Je ne vois pas pourquoi les premiers exercices à deux voix ne pourraient pas être exécutés à l’aide de la solmisation et des paroles : selon moi la solmisation devrait précéder l’idée même de la notation musicale.

Les syllabes adoptées sont les suivantes :

Ce n’est pas la gamme réelle qui détermine la mise en place des syllabes, car "do" (mobile) sert toujours à désigner la tonique, et "si" la note sensible de chaque gamme.
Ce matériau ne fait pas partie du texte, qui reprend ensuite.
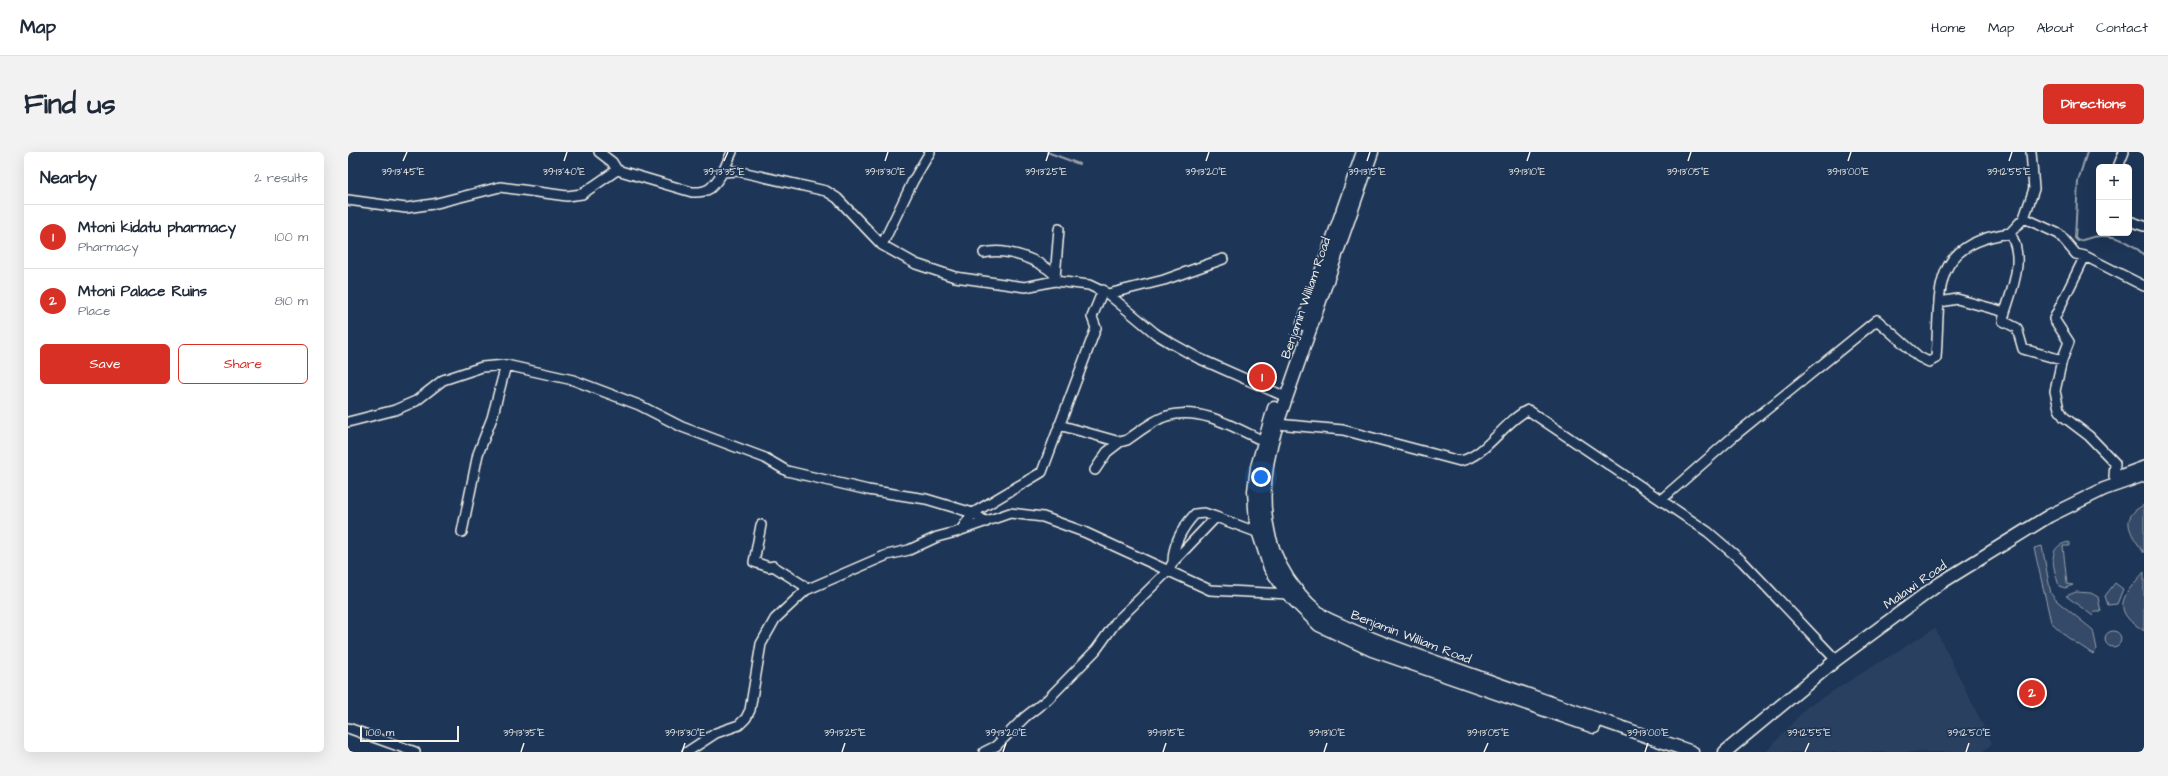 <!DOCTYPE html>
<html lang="en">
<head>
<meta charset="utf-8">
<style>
	:root { --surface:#fff; --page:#f2f2f3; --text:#1f2937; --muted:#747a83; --line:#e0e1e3; --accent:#d93025 }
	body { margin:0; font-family:"Architects Daughter",sans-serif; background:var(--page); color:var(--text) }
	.controls { position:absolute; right:12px; top:12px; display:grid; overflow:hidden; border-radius:6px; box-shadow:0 4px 16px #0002 }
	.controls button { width:36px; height:36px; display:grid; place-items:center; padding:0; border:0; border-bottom:1px solid var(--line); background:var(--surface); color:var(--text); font:20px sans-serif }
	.scale { position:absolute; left:12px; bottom:10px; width:99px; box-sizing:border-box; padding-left:4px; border:2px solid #f4f1e8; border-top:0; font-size:11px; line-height:14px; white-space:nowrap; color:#f4f1e8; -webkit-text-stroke:3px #1d3557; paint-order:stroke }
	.you { position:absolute; left:913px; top:325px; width:14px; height:14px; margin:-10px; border:3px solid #fff; border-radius:50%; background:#1a73e8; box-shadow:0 0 0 6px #1a73e833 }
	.badge { display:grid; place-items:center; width:26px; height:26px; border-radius:50%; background:var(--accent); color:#fff; font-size:13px; font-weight:700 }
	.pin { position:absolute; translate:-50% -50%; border:2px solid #fff; box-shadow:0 1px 4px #0006 }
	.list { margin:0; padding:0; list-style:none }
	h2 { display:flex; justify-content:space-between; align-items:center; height:52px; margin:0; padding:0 16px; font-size:17px }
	h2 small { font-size:13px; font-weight:400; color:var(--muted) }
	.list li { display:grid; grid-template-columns:26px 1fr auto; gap:12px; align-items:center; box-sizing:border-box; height:64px; padding:0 16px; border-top:1px solid var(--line) }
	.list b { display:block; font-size:15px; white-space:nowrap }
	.list p { margin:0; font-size:13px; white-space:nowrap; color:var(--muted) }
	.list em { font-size:13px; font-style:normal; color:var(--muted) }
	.actions { display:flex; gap:8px; padding:12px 16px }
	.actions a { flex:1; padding:9px 0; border:1px solid var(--accent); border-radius:6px; text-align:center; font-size:14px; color:var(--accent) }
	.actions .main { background:var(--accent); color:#fff }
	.map { position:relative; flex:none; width:1796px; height:600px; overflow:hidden; border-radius:6px }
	header { display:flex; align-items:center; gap:24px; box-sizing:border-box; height:56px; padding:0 20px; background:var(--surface); border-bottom:1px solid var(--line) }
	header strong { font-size:19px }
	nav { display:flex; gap:22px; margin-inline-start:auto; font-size:14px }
	.intro { display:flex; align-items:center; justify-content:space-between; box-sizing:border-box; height:96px; padding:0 24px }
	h1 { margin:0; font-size:28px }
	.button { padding:10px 18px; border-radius:6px; background:var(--accent); color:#fff; font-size:14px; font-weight:700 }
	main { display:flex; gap:24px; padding:0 24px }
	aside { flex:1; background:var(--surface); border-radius:6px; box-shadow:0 4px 16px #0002 }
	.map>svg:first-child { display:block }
</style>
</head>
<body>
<header>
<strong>Map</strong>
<nav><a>Home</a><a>Map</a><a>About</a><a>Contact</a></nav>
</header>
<div class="intro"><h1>Find us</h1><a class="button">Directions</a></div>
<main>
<aside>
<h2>Nearby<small>2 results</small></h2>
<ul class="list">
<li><span class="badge">1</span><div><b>Mtoni kidatu pharmacy</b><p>Pharmacy</p></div><em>100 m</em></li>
<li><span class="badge">2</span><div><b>Mtoni Palace Ruins</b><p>Place</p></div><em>810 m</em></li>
</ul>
<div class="actions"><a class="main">Save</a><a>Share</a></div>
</aside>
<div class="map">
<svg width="1796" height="600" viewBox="0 0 1796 600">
	<rect width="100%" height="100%" fill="#1d3557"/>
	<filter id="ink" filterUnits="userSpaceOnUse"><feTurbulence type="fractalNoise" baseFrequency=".025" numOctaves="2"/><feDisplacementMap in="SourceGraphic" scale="8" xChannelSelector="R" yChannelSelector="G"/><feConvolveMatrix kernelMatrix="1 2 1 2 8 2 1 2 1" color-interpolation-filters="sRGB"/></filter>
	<g filter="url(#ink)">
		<!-- built -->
		<path fill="#2a4060" d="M1587,476L1644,591L1635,600H1418L1459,555Z"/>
		<!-- green -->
		<path fill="#354a67" stroke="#949ea8" d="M1796,353V401C1784,383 1769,366 1796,353Z
			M1721,390V394H1715L1719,432L1725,433L1717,436L1711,434C1707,419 1696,394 1721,390Z
			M1694,394L1703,442L1709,449L1745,478L1749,497L1745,502L1719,485L1703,470L1686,396Z
			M1796,420V479C1790,474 1783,471 1779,465C1766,449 1786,432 1796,420Z
			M1767,431L1775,437L1769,452L1760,453L1757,444Z
			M1728,440L1743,441L1750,445L1753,460H1746L1745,464L1718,444Z
			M1757 487a8 8 0 1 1 16 0a8 8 0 1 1-16 0Z"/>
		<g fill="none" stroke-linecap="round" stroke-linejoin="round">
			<!-- stream -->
			<path stroke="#9aa2ab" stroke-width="2" d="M699,0L731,12
				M1739,0L1730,29L1727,86L1730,89C1737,88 1745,84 1752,84C1770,83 1784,91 1796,103"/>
			<!-- minor casing -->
			<g stroke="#f4f1e8" stroke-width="12">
				<path id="minor" d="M251,0L264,10L269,18
					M1770,15L1776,0
					M375,20L384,0
					M0,48L58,56L85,52L152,35L219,44L234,42L269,18L344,40C363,41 365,34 375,20L389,19L478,39L489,46L534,93L568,112L607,125L677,135L707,129L741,133L760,142L808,182L823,191L850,206L938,245
					M1676,66L1686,37L1683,0
					M1781,69L1796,74
					M1662,81L1676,66L1711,82L1728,102L1737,104L1796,134
					M534,93L565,29L582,0
					M636,101C658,95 692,108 707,123
					M1737,104L1706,167L1721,190L1714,208L1707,239L1711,257L1716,265L1741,284L1767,311L1766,325L1796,314
					M707,126L711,77
					M760,142L816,128L875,107
					M1592,150L1609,147L1657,160L1655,169L1669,176L1675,197L1714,208
					M0,270L47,258L68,249L95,228L134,215L158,213L225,228L291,253L334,275L417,306L439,319L520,338L578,347L625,361L694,320L748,176L744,165L755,138
					M929,272L995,278L1112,309C1138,304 1156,269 1180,258L1360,380L1394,409L1488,508
					M711,273L772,290L779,288C791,280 805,268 819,264C852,254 886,275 915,289
					M747,318L759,300L772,290
					M1314,347L1386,284L1529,168L1571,205L1581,210L1588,206C1593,141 1580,92 1662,81C1677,106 1665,135 1657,160
					M413,373L406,410L421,415L425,414L455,433L458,438
					M613,378L662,361L695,365L736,380L862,438L940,442
					M114,380L130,302L144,266L158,213
					M825,410C825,391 834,376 847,362L856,361L868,365
					M0,576L67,600
					M339,600L368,581L391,573L398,566L402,558L413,492L427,467L458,438L539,403L561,398L589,385L608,380L613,378L625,361L638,370
					M636,600L648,594L677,565L700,547L748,498L768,470L821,418L825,410L868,365L911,381L916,380"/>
			</g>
			<!-- major casing -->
			<g stroke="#f4f1e8" stroke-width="15">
				<path id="major" d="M1024,0L929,272C906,344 911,412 973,463C979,468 990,471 997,475C1025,488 1053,498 1082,508C1169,539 1257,570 1344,600
					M955,172L1015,0
					M926,256L909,315L906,339L908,373L922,416L940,442L971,473L1024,498L1246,575
					M1377,600L1488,508L1591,432L1701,364L1756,337L1796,323"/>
			</g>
			<!-- minor -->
			<use href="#minor" stroke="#1d3557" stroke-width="9"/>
			<!-- major -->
			<use href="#major" stroke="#1d3557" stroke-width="12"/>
		</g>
	</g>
	<!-- ticks -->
	<path fill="none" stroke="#f4f1e8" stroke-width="1.5" d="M55,9L59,0M216,9L219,0M376,9L380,0M537,9L540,0M698,9L701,0M858,9L861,0M1019,9L1022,0M1179,9L1182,0M1340,9L1343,0M1500,9L1503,0M1661,9L1664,0M173,600L176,591M334,600L337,591M494,600L497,591M655,600L658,591M815,600L818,591M976,600L979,591M1136,600L1140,591M1297,600L1300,591M1457,600L1461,591M1618,600L1621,591"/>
	<g text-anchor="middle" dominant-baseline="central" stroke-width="3.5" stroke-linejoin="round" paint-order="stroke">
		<!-- street labels -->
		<g font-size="13" fill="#f4f1e8" stroke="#1d3557">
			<text transform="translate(958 146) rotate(-71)">Benjamin William Road</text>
			<text transform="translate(1567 433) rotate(-35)">Malawi Road</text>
			<text transform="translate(1063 485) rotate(21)">Benjamin William Road</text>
		</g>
	</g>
	<g font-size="10" text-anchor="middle" fill="#f4f1e8" stroke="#1d3557" stroke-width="3.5" stroke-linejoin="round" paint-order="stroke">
		<text x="55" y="23">39°13'45"E</text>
		<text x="216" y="23">39°13'40"E</text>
		<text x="376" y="23">39°13'35"E</text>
		<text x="537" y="23">39°13'30"E</text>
		<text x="698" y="23">39°13'25"E</text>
		<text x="858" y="23">39°13'20"E</text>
		<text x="1019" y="23">39°13'15"E</text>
		<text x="1179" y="23">39°13'10"E</text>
		<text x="1340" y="23">39°13'05"E</text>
		<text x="1500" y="23">39°13'00"E</text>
		<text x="1661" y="23">39°12'55"E</text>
		<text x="176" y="584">39°13'35"E</text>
		<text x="337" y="584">39°13'30"E</text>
		<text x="497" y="584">39°13'25"E</text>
		<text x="658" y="584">39°13'20"E</text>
		<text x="818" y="584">39°13'15"E</text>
		<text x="979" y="584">39°13'10"E</text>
		<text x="1140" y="584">39°13'05"E</text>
		<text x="1300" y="584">39°13'00"E</text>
		<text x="1461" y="584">39°12'55"E</text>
		<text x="1621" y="584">39°12'50"E</text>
	</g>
</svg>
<div class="controls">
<button>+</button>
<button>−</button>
</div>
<div class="scale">100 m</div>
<div class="you"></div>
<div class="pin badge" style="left:914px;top:225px">1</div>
<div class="pin badge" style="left:1684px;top:541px">2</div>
</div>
</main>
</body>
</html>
Dans les gammes mineures la première note est toujours "la", pendant que "do" reste la tonique de la gamme relative majeure.

Ayant atteint la sûreté de l’intonation, l’élève fera de rapides progrès dans la lecture musicale. Il est conseillé d’anticiper en proposant dès que possible une "expérience préventive" d’exercices rythmiques, là aussi à deux voix, comme des exercices physiques en couple. L’unisson, encore une fois, ne peut rivaliser avec cette possibilité offerte par une pratique musicale articulée sur deux plans superposés. Si l’école maternelle joue son rôle en développant le sens rythmique, la lecture à vue pourra être abordée dès l’école élémentaire.

Le but principal des exercices contenus dans ce livre est d’aider à atteindre une intonation juste ; on a donc cherché à éviter les difficultés de nature rythmique. Un son brillant et clair est la caractéristique des chœurs qui savent chanter juste ; les chœurs de jeunes seront ainsi capables de produire des notes basses inaccessibles autrement. La beauté du son ainsi obtenu confirme que l’on chante juste, et en est aussi la récompense. Cette beauté provient de la présence de combinaisons tonales et, dans les registres plus hauts, d’une plus grande vivacité des harmoniques.

Ces exercices, à l’exception des deux derniers, ne contiennent aucun demi-ton ; en effet si l’on attend pour les aborder d’avoir d’abord atteint une réelle assurance dans les tons entiers, il sera plus facile de conquérir une intonation correcte.

Enfin la solmisation relative peut se révéler de grande utilité, et il ne faudrait pas l’écarter trop hâtivement. On mémorise avec plus de facilité et de sûreté une succession de syllabes plutôt que de lettres ; en outre la syllabe par elle même indique sa propre fonction tonale : quand nous fixons en mémoire un intervalle, nous développons du même coup notre sens de la fonction tonale. En outre l’expérience nous enseigne que le chant est plus juste dans les pays et dans les écoles où l’on pratique la solmisation.

Quand ces exercices seront pleinement possédés les demi-tons ne présenteront plus de difficultés, car alors les solides "piliers" de la gamme pentatonique serviront de soutien .....

(viennent ensuite des conseils liés aux exercices eux-même)

Les "exercices d’intonation à deux voix" sont publiés chez Boosey& Hawkes, rèf. M202518885, en langue allemande. Ils existaient chez Carisch en langue italienne, réf. 21997.